Pada suatu organisasi yang berlegalitas, biasanya ada pendaftaran bagi para calon anggota yang ingin bergabung dalam organisasi tersebut. Setelah itu pasti ada lagi proses seleksi para calon anggota, dengan tujuan bisa merekrut anggota-anggota baru yang sesuai dengan kriteria yang telah ditetapkan. Yang memilih atau menentukan biasanya disebut para senior karena mereka yang lebih dulu berkecimpung di dalam oraganisasi tersebut, sedangkan yang mendaftar disebut junior.
Organisasi ini mengalami masalah di antara para anggotanya. Seperti biasa, masalahya yaitu senioritas. Jadi para anggota yang senior mewajibkan para anggota junior untuk menghormatinya. Ternyata rasa senioritas di organisasi ini masih sangat tinggi, para seniornya amat mendukung senioritas. Hal ini menyebabkan para anak baru atau para anggota junior jadi merasa segan terhadap para senior. Mereka juga merasa tidak lepas atau tidak bebas dalam megeluarkan aspirasi dan ide-ide yang mereka miliki. Selain itu mereka pun jadi merasa tidak di anggap dan akhirnya mengambil keputusan untuk keluar dan tidak tergabung lagi dalam organisasi tersebut.

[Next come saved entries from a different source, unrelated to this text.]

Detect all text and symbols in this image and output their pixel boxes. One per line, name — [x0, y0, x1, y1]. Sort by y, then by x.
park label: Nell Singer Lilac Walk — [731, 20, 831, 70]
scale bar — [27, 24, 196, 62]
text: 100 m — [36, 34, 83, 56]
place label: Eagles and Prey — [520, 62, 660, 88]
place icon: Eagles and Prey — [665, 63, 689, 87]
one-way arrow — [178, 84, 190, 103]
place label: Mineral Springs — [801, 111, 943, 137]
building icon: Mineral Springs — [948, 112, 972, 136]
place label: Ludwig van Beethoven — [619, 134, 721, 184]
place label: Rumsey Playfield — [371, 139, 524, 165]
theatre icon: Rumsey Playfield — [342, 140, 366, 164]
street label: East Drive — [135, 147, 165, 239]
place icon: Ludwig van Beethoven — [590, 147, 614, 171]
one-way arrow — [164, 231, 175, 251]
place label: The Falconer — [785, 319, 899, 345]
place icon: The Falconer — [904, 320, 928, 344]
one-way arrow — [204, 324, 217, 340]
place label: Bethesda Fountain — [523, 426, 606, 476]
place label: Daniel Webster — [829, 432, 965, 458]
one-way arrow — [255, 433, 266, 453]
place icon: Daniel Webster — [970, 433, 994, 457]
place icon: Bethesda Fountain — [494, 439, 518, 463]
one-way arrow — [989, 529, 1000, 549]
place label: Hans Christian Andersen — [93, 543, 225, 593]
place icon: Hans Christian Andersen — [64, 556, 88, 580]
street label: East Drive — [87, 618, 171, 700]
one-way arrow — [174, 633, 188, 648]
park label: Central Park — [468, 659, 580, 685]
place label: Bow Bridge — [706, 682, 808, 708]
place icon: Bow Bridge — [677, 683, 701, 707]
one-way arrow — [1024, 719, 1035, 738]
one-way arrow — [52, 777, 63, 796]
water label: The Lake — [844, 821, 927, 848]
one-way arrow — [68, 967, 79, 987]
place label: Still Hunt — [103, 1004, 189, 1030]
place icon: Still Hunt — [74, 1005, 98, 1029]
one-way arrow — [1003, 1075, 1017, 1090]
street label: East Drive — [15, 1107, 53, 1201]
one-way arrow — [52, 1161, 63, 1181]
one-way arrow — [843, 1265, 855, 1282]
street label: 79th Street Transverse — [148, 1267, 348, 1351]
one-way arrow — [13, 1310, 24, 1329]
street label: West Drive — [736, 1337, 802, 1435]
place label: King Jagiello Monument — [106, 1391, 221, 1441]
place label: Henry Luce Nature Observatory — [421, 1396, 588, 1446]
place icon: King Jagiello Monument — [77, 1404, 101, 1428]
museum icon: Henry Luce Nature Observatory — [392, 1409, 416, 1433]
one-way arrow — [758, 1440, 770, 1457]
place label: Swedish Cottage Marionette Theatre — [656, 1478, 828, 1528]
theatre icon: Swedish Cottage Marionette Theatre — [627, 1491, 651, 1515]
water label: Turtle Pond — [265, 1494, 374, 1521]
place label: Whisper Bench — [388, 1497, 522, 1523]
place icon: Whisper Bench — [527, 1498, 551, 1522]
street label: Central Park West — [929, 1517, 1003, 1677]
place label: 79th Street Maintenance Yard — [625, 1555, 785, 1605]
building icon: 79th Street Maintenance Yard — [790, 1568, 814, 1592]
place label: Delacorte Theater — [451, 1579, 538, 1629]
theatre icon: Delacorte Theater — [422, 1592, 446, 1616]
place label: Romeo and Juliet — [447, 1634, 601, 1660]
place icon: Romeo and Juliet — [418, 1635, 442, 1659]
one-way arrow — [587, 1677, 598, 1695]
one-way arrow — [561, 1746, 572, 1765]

Apabila kebersmaan dalam suatu organisasi dipererat lagi dan tidak ada lagi rasa senioritas yang terlalu tinggi, mungkin hal ini tidak akan terjadi dan tidak akan terulang lagi. Dan sebaiknya para senior jangan terlalu merasa lebih unggul dari para junior, jika para senior berpikir seperti ini maka masalah senioritas yang terlalu tinggi pun tidak akan terjadi pada suatu organisasi. Karena dampak dari masalah ini juga dapat merusak psikologis para anggota junior.
Dan keputusan memang menyebutkan bahwa senioritas itu penting dalam suatu organisasi tapi hanya sewajarnya saja, tidak perlu terlalu di tonjolkan. Untuk menghindari hal-hal yang tidak di inginkan.